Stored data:
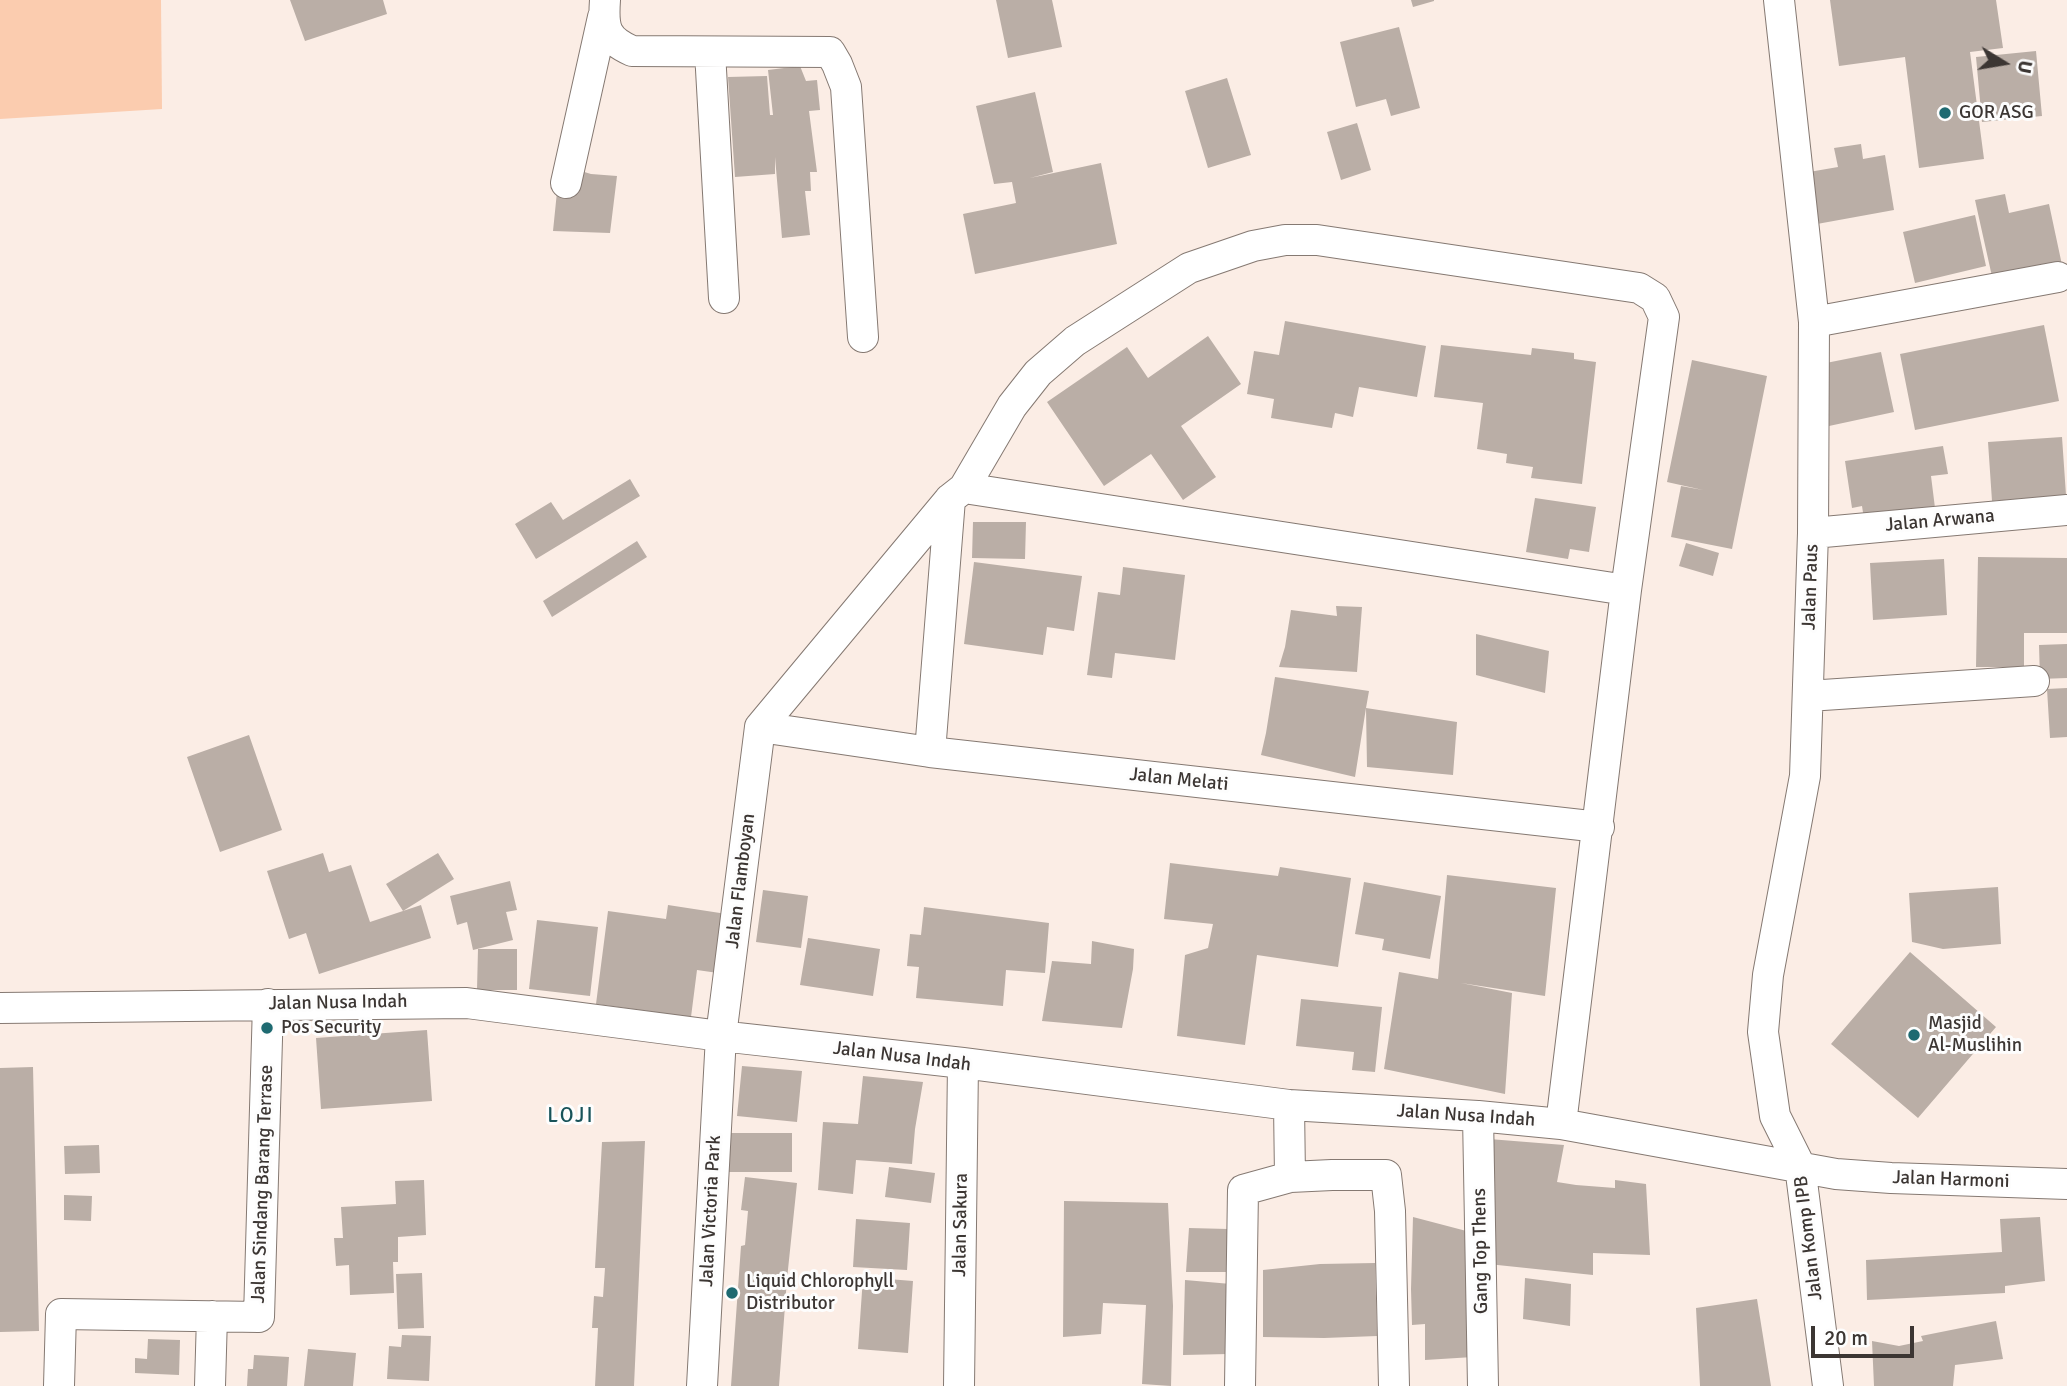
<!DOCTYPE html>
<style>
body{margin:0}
#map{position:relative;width:2067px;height:1386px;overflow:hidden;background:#fbede5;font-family:Signika,sans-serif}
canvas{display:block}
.north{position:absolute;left:1969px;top:28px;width:70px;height:70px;-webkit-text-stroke:5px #fdfdfd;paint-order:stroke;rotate:101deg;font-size:19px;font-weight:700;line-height:28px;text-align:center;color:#3c3633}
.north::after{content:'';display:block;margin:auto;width:24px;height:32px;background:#3c3633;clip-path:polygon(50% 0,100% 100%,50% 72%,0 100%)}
.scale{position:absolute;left:1811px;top:1326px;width:103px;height:32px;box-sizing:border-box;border:4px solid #3c3633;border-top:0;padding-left:9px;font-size:21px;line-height:24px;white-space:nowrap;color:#3c3633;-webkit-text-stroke:5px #fdfdfd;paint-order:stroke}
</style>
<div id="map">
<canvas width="2067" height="1386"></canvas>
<div class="north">U</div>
<div class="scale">20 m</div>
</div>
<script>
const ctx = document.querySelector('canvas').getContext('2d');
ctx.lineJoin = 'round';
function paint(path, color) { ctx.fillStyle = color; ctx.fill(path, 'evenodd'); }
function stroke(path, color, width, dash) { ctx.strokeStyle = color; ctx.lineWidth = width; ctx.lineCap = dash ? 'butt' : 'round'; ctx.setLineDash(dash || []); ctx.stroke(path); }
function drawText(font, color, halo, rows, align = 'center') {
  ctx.font = font + ' Signika,sans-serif'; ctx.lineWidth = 6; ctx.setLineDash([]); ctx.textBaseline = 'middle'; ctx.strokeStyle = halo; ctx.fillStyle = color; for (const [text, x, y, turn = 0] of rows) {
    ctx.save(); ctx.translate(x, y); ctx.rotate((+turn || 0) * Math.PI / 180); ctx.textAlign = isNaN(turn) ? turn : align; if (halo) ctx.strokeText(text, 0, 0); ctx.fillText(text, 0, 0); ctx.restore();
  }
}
const green = new Path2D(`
 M0 0H161L162 109 0 119Z`);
const building = new Path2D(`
 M290 0H383L387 14 305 41Z
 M996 0H1052L1062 47 1008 58Z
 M1411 0H1434V1L1413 7Z
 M1830 0H1996L2003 48 1970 52 1984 159 1919 168 1905 57 1839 66Z
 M1399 27 1420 108 1391 116 1386 99 1356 107 1340 42Z
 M2036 51 2042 116 1982 122 1976 57Z
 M800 66 806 81 817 80 820 110 809 111 817 172H810L811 191H805L810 235 782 238 775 157V174L735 177 728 77 767 76 770 115H773L768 70Z
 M1227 78 1251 155 1208 168 1185 91Z
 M1035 92 1053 172 1030 178 1101 163 1117 244 975 274 963 214 1016 203 1012 182 994 184 976 106Z
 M1357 123 1371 170 1341 180 1327 132Z
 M1861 144 1863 159 1885 155 1894 210 1817 224 1809 172 1838 167 1834 148Z
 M571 168 591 174 617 176 610 233 553 231 558 182Z
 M2005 194 2009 213 2049 204 2062 265 1993 281 1975 200Z
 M1975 215 1986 266 1915 283 1903 232Z
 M1285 321 1426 346 1417 397 1359 387 1353 417 1335 413 1332 428 1271 418 1274 399 1247 394 1254 351 1279 355Z
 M2044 325 2059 401 1915 430 1900 354Z
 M1208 336 1241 384 1181 426 1216 477 1183 500 1151 454 1104 486 1047 402 1127 347 1148 378Z
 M1441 345 1531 355 1532 348 1574 353V359L1596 362 1582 484 1531 478 1533 467 1506 463 1507 454 1477 449 1483 403 1434 397Z
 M1881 352 1894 412 1829 426 1816 365Z
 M1692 360 1767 376 1732 549 1671 537 1681 486 1703 490 1667 482Z
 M2062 437 2066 495 1992 501 1988 442Z
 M1943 446 1948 474 1931 476 1935 508 1864 519 1862 506 1852 508 1845 461Z
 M630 479 640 496 536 559 515 524 551 502 563 520Z
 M1535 498 1596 507 1589 552 1570 549 1568 559 1526 552Z
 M973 522H1026L1025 559 972 558Z
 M637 541 647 557 552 617 543 601Z
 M1686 543 1719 553 1713 576 1679 566Z
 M1978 557 2067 558V633H2024V667H1976Z
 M1944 559 1947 615 1873 620 1870 563Z
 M974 562 1082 576 1074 631 1047 627 1043 655 964 644Z
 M1123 567 1185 575 1175 660 1115 653 1112 678 1087 675 1098 592 1120 595Z
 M1336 606 1362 607 1357 672 1279 667 1285 647 1291 610 1337 616Z
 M1476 634 1549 651 1545 693 1476 675Z
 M2067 644V678L2040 679 2039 645Z
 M1275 677 1369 691 1366 708 1457 722 1453 775 1367 767 1366 708 1355 777 1261 755 1266 733Z
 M2067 688V737L2050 738 2047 689Z
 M249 735 282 830 220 852 187 757Z
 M323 853 329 872 351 865 370 922 421 905 431 938 319 974 306 933 289 939 267 871Z
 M438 853 454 879 403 911 386 884Z
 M1170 863 1278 876 1280 867 1351 878 1338 967 1257 955 1245 1045 1177 1036 1185 955 1208 948 1213 924 1164 919Z
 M1447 875 1556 888 1545 996 1461 983 1512 993 1505 1094 1384 1069 1399 972 1438 979Z
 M510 881 517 910 506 912 513 940 473 950 467 922 457 925 450 896Z
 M1364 882 1441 896 1430 959 1382 950 1384 939 1355 934Z
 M1998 887 2001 944 1943 949 1912 942 1909 893Z
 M763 890 808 896 801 948 756 942Z
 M668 905 733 915 725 974 697 970 691 1017 596 1004 608 911 666 919Z
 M924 907 1049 923 1045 973 1006 970 1003 1006 916 998 919 967 907 966 910 934 921 935Z
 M537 920 598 927 590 996 529 989Z
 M808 938 880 949 873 996 800 985Z
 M1092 941 1134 949 1133 969 1122 1028 1042 1021 1052 961 1091 964Z
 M478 949H517V990H477Z
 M1910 952 1996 1027 1918 1118 1831 1044Z
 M1301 999 1382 1007 1375 1072 1352 1070 1354 1052 1296 1046Z
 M427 1030 432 1101 321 1109 316 1038Z
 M742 1066 802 1071 797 1122 737 1116Z
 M33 1067 39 1331 0 1332V1068Z
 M863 1076 923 1082 915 1129 912 1164 856 1160 853 1194 818 1190 823 1122 858 1124Z
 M730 1133H792V1172H729Z
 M1489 1139 1564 1145 1557 1182 1576 1185 1615 1188V1180L1646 1184 1650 1255 1593 1253V1275L1488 1264Z
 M645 1141 634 1386H595L598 1328H592L594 1296 603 1297 605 1268H595L602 1142Z
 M99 1145 100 1173 65 1174 64 1146Z
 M889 1167 935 1173 931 1203 885 1197Z
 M745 1177 797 1183 787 1279 779 1386H731L741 1246 745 1245 748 1211 741 1210Z
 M424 1180 426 1235 398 1237V1262H393L394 1293 350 1295 349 1265 336 1266 334 1238H343L341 1207 396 1204 395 1181Z
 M64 1195 92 1196 91 1221 64 1220Z
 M1064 1201 1168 1203 1173 1306 1171 1386 1142 1384 1146 1305 1103 1303 1101 1334 1063 1337Z
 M1413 1217 1474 1233 1473 1357 1425 1360V1324L1412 1325 1411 1289Z
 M2040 1217 2045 1281 2005 1286V1293L1867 1300 1866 1260 2002 1252 2000 1219Z
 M856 1219 910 1223 907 1270 853 1267Z
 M1189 1228 1228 1229 1226 1272H1186Z
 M1375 1263 1377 1336 1324 1338 1263 1337V1270L1320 1264Z
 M422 1273 424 1328 398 1329 396 1274Z
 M863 1277 913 1281 908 1353 858 1349Z
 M1525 1278 1571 1284 1570 1326 1523 1319Z
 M1185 1280 1231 1284 1228 1354 1183 1355Z
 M1757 1299 1771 1386H1700L1696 1308Z
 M1996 1321 2003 1359 1955 1365 1953 1386H1874L1872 1341 1899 1346 1923 1341 1921 1336Z
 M402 1335 431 1336 429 1381 387 1379 389 1346 401 1347Z
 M148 1339 180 1340 179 1375 135 1373V1358L147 1359Z
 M308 1349 356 1353 353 1386H304Z
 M254 1355 289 1357 287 1386H247L248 1369H253Z`);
const street = new Path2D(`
 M605 0C603 28 605 39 632 51L830 52 837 64 846 87 863 337
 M1779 0 1814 322 1813 533 1805 776 1768 975 1763 1032 1775 1116 1800 1166 1828 1386
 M710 52 724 298
 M566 183 603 17
 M1814 322 2058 277
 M964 488 1626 590
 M1813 533 2067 510
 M1808 696 2034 681
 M760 727 950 499 964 488 1012 406 1038 373 1075 341 1189 268 1253 246 1285 240H1317L1639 288 1655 298 1664 317 1626 590 1561 1124
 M760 727 930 752 1599 827
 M930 752 950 499
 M0 1008 467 1003 721 1036 963 1063 1289 1105 1478 1116 1561 1124 1836 1174 1891 1178 2067 1184
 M1289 1105 1290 1177
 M1478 1116 1483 1386
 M59 1386 61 1314 259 1317 268 1004
 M210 1386 212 1316
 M702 1386 721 1036 760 727
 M959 1386 963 1063
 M1240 1386 1243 1190 1290 1177 1332 1175H1386L1390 1211 1394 1386`);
const markers = [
 [1945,113,7,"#1e6a71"],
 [267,1028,7,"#1e6a71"],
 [1914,1035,7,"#1e6a71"],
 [732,1293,7,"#1e6a71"]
];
const poiNames = [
 ["GOR ASG",1959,113],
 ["Masjid",1928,1024],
 ["Al-Muslihin",1928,1046],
 ["Pos Security",281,1028],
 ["Liquid Chlorophyll",746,1282],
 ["Distributor",746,1304]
];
const streetNames = [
 ["Jalan Arwana",1940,521,-5],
 ["Jalan Paus",1811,587,-88],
 ["Jalan Melati",1179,780,6],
 ["Jalan Flamboyan",741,881,-83],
 ["Jalan Nusa Indah",338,1003,-1],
 ["Jalan Nusa Indah",902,1057,7],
 ["Jalan Nusa Indah",1466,1116,4],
 ["Jalan Harmoni",1951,1180,2],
 ["Jalan Sindang Barang Terrase",263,1184,-88],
 ["Jalan Victoria Park",711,1211,-87],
 ["Jalan Sakura",961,1225,-89],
 ["Jalan Komp IPB",1809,1238,-97],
 ["Gang Top Thens",1481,1251,-91]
];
const neighbourhoodNames = [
 ["LOJI",571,1116]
];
paint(green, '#fbccaf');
paint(building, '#baaea6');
stroke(street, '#857972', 32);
stroke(street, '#fff', 30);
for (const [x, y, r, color] of markers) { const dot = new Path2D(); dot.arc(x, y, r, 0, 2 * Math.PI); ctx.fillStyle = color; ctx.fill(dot); stroke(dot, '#fdfdfd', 2.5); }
drawText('19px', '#3c3633', '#fdfdfd', poiNames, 'left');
drawText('19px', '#3c3633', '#fdfdfd', streetNames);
ctx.letterSpacing = '2px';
drawText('21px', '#185359', '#fdfdfd', neighbourhoodNames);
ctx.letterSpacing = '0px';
</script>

- What the exercise asks
Please copy every line of the data that carries the string "rotate".

- Answer area
.north{position:absolute;left:1969px;top:28px;width:70px;height:70px;-webkit-text-stroke:5px #fdfdfd;paint-order:stroke;rotate:101deg;font-size:19px;font-weight:700;line-height:28px;text-align:center;color:#3c3633}
    ctx.save(); ctx.translate(x, y); ctx.rotate((+turn || 0) * Math.PI / 180); ctx.textAlign = isNaN(turn) ? turn : align; if (halo) ctx.strokeText(text, 0, 0); ctx.fillText(text, 0, 0); ctx.restore();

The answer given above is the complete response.